Contrast this with if I underwatered my plants with either of the other two possibilities, first where I simply walk away and let them go dry for an extended period of time. This will eventually cause a dramatic wilting of the trunk and eventually death. This is very easy to see and if caught in time, easy to recover from. I had a seedling early in this run that exactly this happened to.
The other way to underwater is to only give a small amount of water each time, but letting the container dry somewhat between waterings. This would be the gardener who determined by ESP that the plants were asking for exactly 1.0 liters of water, every three days in a 5 gallon container. This paltry and arbitrary amount of water would only soak into the soil for a few inches and then it would be gone, never reaching the lower roots. The top roots (the spreaders) would thrive, the lower roots (the feeders) would not.
I will check out your 4x8 journal and see if I can confirm that one of these three conditions existed. :)
 
Yes Archie, after looking over that journal I can see how the well meaning advice from the other posters, mainly those advocates of starting in large containers, had led you astray. Your watering practices up until the point that you were advised that it was time to drench, were probably able to be improved on. Now you know... :)
 
Just wanted to say hi em, and the girls are looking beautiful! I love the way the pictures look with those new lights. They sure seem to be liking them. What kind of leds if you don’t mind me asking ? Hope all is well :) cheers
I have taken a chance and bought some new name lights off of Ebay. The first small one that I bought was so impressive that I went ahead and bit on their largest lights so far, the 3000w model. At $108 USD and a 3 year warranty, it seemed like a good deal. So far, the grow room results are confirming that.
 
Glad to hear your lights are living up to your expectations. If they continue to do well I'll have to get some for my next grow. I don't know if my vipraspectres 450's have enough power for flowering but they do a nice job vegging.
 
Thank you for your help Emilya, I appreciate you looking through the journal.

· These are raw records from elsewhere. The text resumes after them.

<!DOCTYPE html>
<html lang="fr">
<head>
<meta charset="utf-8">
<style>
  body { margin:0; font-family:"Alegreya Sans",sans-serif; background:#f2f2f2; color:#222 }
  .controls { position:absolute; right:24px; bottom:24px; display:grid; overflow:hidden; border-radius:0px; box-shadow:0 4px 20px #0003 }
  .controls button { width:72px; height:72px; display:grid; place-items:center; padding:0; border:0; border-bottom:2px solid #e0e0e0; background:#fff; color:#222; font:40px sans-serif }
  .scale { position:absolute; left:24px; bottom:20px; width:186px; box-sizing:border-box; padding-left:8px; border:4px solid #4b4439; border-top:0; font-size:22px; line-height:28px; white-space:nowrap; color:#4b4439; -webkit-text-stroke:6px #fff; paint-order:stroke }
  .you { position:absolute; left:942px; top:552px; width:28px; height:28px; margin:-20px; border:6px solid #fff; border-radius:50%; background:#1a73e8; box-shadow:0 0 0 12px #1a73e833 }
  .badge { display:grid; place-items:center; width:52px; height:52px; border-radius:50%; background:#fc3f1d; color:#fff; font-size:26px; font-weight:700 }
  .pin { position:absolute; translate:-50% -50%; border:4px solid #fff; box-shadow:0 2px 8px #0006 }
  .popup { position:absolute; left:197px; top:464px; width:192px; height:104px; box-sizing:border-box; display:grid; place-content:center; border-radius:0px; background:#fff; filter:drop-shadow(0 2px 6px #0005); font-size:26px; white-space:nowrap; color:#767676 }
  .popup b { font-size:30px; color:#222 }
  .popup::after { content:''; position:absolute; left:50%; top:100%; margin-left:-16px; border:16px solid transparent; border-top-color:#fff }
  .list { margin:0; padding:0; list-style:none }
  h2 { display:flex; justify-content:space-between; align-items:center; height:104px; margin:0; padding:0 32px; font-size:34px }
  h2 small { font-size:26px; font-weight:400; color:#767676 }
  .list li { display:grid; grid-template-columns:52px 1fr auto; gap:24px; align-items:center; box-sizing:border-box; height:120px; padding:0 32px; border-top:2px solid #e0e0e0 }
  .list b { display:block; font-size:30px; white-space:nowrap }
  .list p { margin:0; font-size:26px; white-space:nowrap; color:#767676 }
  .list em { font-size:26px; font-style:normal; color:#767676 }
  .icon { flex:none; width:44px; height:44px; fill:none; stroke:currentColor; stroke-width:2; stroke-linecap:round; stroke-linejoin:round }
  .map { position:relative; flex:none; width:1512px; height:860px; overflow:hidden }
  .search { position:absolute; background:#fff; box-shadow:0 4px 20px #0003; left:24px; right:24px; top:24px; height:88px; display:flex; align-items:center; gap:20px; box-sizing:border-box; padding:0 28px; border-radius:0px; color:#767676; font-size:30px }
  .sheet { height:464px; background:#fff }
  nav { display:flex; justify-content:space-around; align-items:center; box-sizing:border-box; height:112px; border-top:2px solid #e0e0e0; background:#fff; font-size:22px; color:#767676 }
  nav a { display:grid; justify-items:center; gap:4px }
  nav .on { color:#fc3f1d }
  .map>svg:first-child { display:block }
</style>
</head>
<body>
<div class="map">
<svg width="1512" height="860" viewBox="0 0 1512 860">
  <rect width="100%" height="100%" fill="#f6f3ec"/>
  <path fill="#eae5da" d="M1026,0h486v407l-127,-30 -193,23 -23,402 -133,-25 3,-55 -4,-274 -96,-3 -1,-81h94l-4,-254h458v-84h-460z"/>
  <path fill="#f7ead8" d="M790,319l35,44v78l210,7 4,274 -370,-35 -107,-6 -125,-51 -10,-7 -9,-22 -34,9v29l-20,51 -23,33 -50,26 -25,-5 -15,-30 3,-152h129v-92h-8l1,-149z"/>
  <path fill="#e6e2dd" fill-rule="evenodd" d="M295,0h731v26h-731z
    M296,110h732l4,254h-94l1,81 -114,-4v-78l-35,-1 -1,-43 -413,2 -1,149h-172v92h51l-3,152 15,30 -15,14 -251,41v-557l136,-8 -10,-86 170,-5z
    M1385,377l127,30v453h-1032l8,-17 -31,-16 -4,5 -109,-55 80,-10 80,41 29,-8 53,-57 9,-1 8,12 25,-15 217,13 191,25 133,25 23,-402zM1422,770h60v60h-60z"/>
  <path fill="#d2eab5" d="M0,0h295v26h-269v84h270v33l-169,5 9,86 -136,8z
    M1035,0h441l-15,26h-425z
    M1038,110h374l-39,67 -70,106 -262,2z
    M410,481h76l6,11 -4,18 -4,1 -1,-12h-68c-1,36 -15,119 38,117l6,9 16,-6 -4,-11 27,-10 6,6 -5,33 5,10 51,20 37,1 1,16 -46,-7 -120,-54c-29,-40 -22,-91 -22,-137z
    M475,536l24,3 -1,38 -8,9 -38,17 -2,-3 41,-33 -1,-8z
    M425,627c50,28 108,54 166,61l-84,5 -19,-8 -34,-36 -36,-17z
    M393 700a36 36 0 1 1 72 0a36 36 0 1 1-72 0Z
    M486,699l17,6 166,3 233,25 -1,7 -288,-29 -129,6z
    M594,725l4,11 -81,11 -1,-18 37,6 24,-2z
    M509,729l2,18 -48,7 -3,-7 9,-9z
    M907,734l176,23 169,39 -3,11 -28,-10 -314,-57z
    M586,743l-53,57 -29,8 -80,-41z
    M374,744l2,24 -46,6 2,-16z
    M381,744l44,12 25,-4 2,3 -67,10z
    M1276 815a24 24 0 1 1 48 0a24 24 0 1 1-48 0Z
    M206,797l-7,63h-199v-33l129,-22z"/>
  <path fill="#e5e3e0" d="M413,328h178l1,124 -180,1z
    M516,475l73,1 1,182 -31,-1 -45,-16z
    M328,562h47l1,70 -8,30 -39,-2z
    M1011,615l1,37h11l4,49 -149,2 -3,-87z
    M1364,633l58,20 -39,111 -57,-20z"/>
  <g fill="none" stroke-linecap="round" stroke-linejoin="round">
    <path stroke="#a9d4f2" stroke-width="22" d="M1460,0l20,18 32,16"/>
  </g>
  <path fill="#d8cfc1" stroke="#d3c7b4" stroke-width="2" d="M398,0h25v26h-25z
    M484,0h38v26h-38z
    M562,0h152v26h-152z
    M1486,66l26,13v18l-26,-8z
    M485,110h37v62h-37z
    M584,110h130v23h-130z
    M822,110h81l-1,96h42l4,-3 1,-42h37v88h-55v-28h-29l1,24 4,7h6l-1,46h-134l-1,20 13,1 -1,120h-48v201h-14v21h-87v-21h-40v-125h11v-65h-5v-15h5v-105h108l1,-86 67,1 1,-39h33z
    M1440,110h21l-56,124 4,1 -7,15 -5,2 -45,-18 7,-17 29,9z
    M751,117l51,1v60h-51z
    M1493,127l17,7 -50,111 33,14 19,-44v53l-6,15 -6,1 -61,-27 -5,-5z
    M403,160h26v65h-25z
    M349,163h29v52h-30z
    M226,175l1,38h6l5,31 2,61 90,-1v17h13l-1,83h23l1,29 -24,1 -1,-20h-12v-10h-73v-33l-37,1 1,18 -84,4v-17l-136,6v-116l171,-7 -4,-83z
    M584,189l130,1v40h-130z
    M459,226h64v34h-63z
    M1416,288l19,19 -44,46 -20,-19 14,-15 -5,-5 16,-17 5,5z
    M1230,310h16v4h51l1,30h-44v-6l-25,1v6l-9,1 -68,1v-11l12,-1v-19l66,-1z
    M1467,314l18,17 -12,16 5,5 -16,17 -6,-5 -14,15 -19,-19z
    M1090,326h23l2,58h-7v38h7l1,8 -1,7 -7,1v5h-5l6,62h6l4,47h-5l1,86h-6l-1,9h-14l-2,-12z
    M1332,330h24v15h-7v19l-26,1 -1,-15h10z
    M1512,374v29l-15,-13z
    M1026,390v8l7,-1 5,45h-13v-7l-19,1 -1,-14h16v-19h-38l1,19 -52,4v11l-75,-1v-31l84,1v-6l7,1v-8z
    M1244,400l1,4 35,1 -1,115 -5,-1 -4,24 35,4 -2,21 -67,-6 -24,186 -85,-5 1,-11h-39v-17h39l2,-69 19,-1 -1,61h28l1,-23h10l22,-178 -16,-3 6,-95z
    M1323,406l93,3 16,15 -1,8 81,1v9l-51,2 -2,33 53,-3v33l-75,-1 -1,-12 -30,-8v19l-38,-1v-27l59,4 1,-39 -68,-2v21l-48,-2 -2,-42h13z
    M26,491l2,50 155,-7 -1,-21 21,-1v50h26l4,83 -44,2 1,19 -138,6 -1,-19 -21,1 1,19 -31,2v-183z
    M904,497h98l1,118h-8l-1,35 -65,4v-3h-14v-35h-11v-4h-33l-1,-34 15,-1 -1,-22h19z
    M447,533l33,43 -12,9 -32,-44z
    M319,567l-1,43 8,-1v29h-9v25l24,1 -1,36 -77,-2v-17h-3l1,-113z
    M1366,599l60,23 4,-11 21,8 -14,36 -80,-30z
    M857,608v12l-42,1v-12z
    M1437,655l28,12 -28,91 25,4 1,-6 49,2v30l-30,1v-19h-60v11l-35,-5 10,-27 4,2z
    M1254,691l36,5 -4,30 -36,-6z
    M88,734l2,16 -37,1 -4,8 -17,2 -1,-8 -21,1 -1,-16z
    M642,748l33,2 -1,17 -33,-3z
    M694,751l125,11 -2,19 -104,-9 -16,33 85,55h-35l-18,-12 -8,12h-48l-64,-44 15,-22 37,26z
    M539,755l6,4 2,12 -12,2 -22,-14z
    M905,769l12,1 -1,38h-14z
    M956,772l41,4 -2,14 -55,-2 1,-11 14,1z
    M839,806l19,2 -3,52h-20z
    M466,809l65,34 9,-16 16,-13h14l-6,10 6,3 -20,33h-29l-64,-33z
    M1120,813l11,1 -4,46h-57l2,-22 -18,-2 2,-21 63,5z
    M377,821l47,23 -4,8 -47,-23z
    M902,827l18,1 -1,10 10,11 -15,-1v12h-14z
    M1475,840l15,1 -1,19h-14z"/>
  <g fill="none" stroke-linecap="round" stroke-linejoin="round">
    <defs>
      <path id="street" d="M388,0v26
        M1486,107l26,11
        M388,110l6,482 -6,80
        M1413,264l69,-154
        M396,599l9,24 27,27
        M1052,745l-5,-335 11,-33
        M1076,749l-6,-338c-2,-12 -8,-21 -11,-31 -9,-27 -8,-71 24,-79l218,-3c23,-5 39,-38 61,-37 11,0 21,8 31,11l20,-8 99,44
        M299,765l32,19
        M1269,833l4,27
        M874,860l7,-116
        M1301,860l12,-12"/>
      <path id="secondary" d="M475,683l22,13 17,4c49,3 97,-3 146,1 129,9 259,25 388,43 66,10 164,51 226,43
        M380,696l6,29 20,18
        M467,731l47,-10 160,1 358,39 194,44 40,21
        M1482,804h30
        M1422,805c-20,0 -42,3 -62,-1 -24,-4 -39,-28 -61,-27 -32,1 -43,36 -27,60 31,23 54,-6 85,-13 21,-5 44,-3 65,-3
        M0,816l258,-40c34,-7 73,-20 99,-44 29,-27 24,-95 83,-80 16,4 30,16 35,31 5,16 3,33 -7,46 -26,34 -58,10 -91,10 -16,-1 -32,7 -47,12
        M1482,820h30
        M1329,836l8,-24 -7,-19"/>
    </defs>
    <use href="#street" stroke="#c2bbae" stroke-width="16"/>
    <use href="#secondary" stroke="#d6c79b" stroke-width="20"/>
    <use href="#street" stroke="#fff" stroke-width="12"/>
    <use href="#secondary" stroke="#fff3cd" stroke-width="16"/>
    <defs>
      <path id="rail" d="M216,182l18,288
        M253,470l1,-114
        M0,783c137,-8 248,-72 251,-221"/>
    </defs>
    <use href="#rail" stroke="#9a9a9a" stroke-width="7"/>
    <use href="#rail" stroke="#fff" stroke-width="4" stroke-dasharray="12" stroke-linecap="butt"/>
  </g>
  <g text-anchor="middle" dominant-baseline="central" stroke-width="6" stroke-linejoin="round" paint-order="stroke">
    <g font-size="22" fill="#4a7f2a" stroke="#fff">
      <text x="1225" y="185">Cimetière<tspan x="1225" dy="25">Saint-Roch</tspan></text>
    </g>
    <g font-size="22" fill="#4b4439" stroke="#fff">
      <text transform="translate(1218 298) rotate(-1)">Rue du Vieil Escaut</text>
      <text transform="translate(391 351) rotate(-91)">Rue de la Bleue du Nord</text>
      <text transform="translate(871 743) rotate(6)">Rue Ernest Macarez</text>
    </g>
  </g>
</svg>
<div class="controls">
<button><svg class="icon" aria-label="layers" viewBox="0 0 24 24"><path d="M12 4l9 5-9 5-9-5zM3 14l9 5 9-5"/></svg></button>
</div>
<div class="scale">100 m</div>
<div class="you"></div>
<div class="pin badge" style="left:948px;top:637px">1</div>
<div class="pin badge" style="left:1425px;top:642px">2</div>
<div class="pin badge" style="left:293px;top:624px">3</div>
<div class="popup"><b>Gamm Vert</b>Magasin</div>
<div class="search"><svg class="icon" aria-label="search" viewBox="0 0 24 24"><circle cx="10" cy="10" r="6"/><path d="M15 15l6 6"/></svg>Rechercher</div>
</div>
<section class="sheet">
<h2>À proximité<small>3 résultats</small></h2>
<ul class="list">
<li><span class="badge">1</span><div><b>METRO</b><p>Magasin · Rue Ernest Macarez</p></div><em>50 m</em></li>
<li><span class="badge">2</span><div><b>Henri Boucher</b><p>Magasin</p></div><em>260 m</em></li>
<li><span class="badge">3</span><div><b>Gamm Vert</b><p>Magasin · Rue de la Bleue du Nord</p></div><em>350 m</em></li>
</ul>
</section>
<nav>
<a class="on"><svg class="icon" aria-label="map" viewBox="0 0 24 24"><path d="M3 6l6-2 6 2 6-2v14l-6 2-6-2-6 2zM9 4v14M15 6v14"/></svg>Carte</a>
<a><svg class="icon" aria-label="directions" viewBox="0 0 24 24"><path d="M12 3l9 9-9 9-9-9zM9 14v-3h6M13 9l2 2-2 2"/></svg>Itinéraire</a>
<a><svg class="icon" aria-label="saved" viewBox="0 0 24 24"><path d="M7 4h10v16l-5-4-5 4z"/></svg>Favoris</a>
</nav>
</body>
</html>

This plant has so many lessons to teach us. I am a bit conflicted about starting container sizes. I know how you feel about upcanning and I’ve not read one bad word of advice from you yet.
Doc Bud, another extremely respected member of the community, has advised that seeds be started in one gallon containers.
I know you start smaller and get them drinking every 24 hours before transplant. I am fairly comfortable in solos. I think I need more time with these new pots to get used to the weight when they are thirsty.